# Provided records
.....

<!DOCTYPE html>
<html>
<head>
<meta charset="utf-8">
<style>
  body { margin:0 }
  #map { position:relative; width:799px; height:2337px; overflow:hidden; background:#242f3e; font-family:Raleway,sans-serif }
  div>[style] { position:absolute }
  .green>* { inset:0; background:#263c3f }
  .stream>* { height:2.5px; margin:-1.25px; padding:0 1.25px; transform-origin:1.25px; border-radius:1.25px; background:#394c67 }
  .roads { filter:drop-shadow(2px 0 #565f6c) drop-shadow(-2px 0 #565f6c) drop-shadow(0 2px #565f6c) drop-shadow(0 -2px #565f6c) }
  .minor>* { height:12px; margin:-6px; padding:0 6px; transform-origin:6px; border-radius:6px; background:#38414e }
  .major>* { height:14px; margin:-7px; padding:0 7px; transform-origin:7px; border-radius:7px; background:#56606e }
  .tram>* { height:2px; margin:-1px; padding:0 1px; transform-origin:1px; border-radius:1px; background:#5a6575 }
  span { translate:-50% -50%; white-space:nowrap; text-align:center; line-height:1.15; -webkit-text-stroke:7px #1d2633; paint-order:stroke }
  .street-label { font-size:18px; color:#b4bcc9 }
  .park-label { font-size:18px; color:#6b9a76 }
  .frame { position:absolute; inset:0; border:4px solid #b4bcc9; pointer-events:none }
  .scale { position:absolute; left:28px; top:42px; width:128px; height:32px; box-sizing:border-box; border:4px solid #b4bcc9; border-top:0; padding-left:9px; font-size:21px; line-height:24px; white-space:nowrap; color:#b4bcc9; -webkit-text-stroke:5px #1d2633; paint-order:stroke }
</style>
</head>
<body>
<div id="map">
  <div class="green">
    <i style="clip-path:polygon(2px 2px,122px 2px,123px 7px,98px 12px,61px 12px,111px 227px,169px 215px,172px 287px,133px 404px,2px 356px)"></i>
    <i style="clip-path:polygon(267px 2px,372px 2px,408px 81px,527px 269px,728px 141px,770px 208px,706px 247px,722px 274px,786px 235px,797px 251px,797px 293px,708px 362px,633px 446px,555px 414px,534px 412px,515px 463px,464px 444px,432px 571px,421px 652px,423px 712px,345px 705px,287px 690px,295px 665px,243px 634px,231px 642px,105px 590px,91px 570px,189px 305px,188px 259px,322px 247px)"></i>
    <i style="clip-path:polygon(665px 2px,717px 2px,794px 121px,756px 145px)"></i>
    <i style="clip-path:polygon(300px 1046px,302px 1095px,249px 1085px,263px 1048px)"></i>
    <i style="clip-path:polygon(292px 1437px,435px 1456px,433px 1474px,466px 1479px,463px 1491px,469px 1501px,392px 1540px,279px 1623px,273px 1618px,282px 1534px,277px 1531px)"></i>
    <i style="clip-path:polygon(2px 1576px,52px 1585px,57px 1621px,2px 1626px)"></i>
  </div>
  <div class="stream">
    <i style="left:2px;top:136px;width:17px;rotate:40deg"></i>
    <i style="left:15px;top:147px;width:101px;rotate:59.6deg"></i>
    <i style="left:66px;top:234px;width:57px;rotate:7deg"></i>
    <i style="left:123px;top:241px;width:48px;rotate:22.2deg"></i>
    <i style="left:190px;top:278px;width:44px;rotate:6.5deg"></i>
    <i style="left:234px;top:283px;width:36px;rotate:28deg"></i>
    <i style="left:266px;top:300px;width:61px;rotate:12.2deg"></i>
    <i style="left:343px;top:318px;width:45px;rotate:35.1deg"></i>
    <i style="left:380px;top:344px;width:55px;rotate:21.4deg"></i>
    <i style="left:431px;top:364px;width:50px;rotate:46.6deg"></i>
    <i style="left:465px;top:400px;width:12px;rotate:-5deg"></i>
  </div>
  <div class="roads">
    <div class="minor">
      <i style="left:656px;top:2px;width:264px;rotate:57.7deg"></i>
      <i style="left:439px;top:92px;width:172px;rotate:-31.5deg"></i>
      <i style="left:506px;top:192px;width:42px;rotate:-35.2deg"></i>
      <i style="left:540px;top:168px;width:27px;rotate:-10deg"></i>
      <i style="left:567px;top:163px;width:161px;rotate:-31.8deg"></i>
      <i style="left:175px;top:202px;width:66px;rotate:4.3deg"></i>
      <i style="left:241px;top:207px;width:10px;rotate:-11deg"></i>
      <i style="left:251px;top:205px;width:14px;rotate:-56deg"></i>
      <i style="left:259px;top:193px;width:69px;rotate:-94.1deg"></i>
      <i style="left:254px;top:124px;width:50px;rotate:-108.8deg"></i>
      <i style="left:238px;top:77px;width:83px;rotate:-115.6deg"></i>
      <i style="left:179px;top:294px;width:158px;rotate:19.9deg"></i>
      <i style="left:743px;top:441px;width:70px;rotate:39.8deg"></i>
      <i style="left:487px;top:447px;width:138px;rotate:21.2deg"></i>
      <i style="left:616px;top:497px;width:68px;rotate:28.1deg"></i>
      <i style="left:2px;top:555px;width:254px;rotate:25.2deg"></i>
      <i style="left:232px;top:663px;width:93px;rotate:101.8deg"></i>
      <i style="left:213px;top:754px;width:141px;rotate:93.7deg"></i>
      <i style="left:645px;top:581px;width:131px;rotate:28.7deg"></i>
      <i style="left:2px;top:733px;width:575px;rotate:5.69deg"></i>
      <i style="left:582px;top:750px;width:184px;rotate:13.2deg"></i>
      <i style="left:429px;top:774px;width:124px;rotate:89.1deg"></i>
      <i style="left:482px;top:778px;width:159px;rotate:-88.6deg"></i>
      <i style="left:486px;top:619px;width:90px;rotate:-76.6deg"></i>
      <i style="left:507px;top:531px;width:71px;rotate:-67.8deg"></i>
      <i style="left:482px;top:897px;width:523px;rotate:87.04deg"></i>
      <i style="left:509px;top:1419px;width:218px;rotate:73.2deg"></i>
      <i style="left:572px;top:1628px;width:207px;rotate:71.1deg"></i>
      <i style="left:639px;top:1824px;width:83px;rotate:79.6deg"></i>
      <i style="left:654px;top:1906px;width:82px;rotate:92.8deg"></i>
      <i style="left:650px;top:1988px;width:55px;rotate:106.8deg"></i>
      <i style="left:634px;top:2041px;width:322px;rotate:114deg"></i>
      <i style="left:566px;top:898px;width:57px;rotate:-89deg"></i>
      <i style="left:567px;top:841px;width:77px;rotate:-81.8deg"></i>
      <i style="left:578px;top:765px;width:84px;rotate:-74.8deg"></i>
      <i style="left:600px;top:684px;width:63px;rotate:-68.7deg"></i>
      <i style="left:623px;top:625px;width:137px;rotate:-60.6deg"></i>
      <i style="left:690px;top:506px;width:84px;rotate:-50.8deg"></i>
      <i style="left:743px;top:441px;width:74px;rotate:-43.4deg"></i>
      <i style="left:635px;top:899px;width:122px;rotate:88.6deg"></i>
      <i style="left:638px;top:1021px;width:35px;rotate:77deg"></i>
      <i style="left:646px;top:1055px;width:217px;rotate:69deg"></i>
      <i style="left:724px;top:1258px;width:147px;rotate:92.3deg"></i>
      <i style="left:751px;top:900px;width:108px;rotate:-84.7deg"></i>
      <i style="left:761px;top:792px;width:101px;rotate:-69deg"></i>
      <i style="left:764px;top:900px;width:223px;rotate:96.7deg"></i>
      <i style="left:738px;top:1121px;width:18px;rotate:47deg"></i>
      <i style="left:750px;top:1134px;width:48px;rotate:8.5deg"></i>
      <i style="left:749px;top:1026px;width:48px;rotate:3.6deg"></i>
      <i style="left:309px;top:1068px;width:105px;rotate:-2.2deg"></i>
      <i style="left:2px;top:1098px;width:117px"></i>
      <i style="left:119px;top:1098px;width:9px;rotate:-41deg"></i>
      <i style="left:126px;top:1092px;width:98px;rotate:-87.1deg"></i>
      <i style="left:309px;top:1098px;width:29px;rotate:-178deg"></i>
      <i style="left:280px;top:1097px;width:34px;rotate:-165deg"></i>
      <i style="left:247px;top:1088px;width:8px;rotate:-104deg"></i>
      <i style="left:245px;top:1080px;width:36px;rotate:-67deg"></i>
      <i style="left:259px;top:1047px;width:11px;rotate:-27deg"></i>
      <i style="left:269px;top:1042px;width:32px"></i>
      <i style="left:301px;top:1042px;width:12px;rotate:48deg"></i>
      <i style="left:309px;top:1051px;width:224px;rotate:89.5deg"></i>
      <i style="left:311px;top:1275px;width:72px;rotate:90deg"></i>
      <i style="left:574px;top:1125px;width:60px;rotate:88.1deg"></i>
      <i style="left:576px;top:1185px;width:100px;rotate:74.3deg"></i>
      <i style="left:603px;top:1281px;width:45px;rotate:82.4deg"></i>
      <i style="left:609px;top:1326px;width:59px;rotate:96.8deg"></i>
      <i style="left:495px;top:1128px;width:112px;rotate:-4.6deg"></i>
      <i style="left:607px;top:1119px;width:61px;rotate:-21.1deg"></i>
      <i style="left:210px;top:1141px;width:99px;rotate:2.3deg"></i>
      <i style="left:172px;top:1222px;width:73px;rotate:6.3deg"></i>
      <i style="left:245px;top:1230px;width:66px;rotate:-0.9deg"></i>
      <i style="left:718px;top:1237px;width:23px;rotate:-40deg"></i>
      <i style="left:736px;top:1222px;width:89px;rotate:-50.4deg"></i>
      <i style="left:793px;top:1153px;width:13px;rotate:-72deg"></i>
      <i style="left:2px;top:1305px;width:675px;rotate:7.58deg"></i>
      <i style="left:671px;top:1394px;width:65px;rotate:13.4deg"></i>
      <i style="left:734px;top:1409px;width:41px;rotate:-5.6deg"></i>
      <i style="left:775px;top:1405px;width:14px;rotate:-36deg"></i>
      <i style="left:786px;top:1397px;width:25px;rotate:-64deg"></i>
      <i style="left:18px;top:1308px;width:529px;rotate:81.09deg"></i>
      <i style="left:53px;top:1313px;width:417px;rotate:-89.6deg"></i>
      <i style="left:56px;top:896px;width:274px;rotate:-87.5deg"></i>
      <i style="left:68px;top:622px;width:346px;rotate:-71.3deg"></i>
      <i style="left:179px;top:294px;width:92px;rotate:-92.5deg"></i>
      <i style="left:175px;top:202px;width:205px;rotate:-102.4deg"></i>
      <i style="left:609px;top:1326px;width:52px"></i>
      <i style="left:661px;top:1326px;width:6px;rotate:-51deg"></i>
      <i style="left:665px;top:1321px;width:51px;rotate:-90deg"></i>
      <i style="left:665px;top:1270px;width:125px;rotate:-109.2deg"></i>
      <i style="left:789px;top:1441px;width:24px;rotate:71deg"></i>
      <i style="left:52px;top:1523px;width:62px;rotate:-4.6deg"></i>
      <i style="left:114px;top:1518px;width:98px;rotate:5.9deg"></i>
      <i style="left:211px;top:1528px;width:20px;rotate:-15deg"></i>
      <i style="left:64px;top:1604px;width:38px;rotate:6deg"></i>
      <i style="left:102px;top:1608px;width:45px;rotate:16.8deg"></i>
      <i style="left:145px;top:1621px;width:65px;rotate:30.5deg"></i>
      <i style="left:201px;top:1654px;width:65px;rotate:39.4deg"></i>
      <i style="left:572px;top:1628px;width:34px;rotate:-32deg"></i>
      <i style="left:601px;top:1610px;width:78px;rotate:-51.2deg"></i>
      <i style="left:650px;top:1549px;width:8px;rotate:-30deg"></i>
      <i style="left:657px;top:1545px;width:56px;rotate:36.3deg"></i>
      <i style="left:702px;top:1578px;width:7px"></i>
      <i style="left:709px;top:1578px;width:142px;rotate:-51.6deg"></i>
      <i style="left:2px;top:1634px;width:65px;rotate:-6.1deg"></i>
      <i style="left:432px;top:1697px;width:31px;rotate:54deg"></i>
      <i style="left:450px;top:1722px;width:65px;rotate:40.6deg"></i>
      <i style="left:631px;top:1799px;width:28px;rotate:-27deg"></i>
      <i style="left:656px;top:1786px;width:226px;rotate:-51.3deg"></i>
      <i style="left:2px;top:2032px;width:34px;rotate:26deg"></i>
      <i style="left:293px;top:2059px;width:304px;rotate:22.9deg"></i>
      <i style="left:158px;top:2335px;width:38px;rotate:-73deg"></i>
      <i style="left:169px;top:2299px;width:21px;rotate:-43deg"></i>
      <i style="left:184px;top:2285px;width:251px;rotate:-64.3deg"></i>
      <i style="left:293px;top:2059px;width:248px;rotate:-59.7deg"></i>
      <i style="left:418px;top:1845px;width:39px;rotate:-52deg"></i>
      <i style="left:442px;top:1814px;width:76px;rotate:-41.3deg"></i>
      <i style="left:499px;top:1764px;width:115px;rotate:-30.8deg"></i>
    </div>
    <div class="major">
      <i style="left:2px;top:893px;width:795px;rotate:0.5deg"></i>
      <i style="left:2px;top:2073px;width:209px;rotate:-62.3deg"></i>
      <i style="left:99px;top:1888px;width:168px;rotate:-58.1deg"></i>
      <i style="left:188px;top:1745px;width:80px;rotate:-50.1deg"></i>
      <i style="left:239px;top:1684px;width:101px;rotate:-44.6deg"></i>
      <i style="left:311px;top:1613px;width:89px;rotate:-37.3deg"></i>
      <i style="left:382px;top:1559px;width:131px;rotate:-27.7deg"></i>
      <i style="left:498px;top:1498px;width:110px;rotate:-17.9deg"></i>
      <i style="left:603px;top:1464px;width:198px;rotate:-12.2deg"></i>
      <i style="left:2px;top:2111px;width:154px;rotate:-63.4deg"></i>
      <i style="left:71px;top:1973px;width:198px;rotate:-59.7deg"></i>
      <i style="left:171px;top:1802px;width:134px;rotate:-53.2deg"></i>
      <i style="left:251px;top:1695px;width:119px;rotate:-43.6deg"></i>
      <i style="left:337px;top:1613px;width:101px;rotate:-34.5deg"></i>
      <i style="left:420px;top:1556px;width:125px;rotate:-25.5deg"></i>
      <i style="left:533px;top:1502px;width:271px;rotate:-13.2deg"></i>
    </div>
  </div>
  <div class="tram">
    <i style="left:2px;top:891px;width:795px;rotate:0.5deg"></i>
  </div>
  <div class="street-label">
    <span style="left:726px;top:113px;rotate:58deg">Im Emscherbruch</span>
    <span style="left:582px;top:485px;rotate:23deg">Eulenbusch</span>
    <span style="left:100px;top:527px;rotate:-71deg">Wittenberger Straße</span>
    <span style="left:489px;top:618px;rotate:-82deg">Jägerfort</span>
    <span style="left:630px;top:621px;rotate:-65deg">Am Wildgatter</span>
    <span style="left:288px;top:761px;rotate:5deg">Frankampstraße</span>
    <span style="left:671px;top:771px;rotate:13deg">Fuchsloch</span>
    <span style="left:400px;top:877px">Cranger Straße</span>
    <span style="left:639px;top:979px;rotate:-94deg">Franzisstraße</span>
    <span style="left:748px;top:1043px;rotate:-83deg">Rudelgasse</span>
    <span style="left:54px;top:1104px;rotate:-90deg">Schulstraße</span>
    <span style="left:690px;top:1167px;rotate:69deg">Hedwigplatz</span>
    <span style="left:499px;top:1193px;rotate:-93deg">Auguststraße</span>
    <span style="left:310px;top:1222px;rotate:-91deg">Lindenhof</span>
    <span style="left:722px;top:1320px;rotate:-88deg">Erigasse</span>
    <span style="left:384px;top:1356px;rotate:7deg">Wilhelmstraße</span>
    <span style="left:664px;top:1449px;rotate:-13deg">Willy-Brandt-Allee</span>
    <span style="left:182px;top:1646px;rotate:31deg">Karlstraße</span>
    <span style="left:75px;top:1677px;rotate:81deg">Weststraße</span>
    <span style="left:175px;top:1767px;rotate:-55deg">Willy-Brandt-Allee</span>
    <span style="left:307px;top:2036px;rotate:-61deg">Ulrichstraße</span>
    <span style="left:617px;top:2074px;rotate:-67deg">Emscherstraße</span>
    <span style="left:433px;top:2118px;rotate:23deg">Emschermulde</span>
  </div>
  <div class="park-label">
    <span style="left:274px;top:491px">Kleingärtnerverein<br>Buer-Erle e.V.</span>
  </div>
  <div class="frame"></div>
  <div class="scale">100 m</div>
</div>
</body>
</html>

.....

From the records above, copy each line that contains the word "stream".

# The completed task
  .stream>* { height:2.5px; margin:-1.25px; padding:0 1.25px; transform-origin:1.25px; border-radius:1.25px; background:#394c67 }
  <div class="stream">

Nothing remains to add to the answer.